To those driven by their own hatred of the Narendra Modi government, the Bisara lynching is an inevitable consequence of the growing intolerance against what has been described as India’s Pink Revolution.
Last week in London, a group of about 200 rowdies claiming to be from a group called Class War attacked a small eating house, colourfully named Cereal Killer Café, on Brick Lane—a Bangladeshi-dominated street of East London. The café, which specialised in serving breakfast cereals, was painted by the angry crowd as epitomising everything that was wrong with gentrification and capitalism in a city where the very rich coexist with the down and out. Class War, in its Facebook posting, called for an assault on the café to protest against “communities being ripped apart—by Russian oligarchs, Saudi sheikhs, Israeli scumbag property developers, Texan oil-money twats and our homegrown Eton toffs…We don’t want pop-up gin bars, we want community.”
The list of those hated by this anarchist group is quite impressive. Indeed, apart from Indian tax exiles that have also made London their nominal station of domicile and have helped drive up property prices in Central London, the group seems to hate nearly every group that can be said to be privileged. Note also that the denunciation of “Israeli scumbag property developers” is a thinly disguised euphemism for Jews—a community that has traditionally been at the receiving end of populist derision since at least the beginning of the 20th century. Note too that the targeted communities don’t include Bangladeshis, the dominant group in this part of London, for the possible reason that they aren’t by any means rich.
What this attack that ended up targeting the establishment of two entrepreneurial Irish brothers reveals is simple: hate exists in all societies and the pedlars of hate thrive in all societies. In the United States, for example, every couple of month sees a gun attack—possibly because of the free availability of lethal weapons—on schools and colleges by some deranged individual with a chip on his shoulder.

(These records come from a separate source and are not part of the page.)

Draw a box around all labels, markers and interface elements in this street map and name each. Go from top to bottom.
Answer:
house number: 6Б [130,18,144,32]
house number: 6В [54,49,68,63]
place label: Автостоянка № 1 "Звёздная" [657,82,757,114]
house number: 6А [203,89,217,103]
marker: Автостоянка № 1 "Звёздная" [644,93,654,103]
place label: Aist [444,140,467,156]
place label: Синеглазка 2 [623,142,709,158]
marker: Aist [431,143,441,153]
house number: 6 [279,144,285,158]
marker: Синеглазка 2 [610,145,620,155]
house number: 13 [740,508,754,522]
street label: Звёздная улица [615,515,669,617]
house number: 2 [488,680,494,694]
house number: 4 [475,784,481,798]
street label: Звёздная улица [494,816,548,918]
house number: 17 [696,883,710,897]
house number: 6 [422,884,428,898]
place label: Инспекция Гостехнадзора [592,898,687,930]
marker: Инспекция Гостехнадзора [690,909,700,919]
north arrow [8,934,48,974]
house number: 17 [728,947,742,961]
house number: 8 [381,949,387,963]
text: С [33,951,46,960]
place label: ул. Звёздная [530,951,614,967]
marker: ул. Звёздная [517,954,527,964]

I refer to these attacks organised by either a self-styled political group propelled by a fierce desire to ‘do something’ or an individual fighting his/her own crusade against some symbol of their hate for a good reason. Last week, in Bisara, a small village of western Uttar Pradesh, a man was lynched for the supposed crime of either slaughtering a calf or merely having beef in his possession.
To those driven by their own hatred of the Narendra Modi government, the Bisara lynching is an inevitable consequence of the growing intolerance against what has been described as India’s Pink Revolution. Part of this movement against the slaughter of cattle livestock, mainly for export to Bangladesh and the Gulf countries, is no doubt based on the belief that in a Hindu-majority India there is no place for cow slaughter or beef. In other words, the strictures against ‘forbidden’ meat that exist in many faiths, must be extended to India too, And, if the law proves ineffective to deal with the ban, citizens must take matters into their own hands. The logic, to my mind, is flawed but it is no different from that of the left-wing, anarchist Class War in London. Both sets of protests are no doubt political; but it is a politics that exists outside of all responsible political parties.
The naturally indignant would disagree and claim that the organised political forces cannot be exonerated from their responsibilities. In London, the so-called ‘right wing’ will blame the attack on the Cereal Bar on the type of anti-enterprise, pro-welfare culture that has taken centre stage after Jeremy Corbyn made the opposition Labour Party even more unelectable. In India, on the other hand, the Left-liberal critics of the BJP would trace the Bisara attack on the impulses generated in the wake of the election of an avowedly pro-Hindu government and the strictures against beef by BJP-led state governments in different parts of India. Their logic is that the attackers in Bisara felt that they enjoyed some kind of immunity for doing the ‘right’ thing against social deviants.
Both arguments are borrowed from examples in totalitarian states. In the Germany of the 1930s, it is said, not every attack on Jews was undertaken at the behest of Hitler and his Nazi organisation. Some were on the initiative of local people, often neighbours, who had scores to settle and used the larger ideology of anti-Semitism as a cover. Likewise in China during the dreaded Cultural Revolution, the harassment of ‘capitalist roaders’ and ‘bourgeois deviants’ were often the handiwork of locals who waved Mao Zedong’s Red Book and dubbed themselves Red Guards.
In a democracy, however, the political culture is based on accommodation and tolerance of differences. However, it is undeniable that there is often a serious transmission loss (or, rather, distortion) in the way a big message is received in the communities. Those familiar with the Gandhian movements during the movement for freedom will know that everything done in the name of ‘Gandhi Maharaj’ carried the blessings of the Congress organisation.
This does not lessen the responsibility of political parties: it makes it more imperative to ensure that the Lakshman rekha of protest is not crossed. I cannot speak for the political establishment in London and how they cope with mobs undertaking social protest. In India, however, those in government have a special responsibility to ensure that socio-religious causes are kept within Constitutional norms. There may be different attitudes to beef eating ranging from the permissive to the intolerant: that is part of life. What, however, cannot be a part of life is for groups to claim a monopoly of all wisdom and debunk all those who think differently as ‘scumbags’ and ‘toffs.’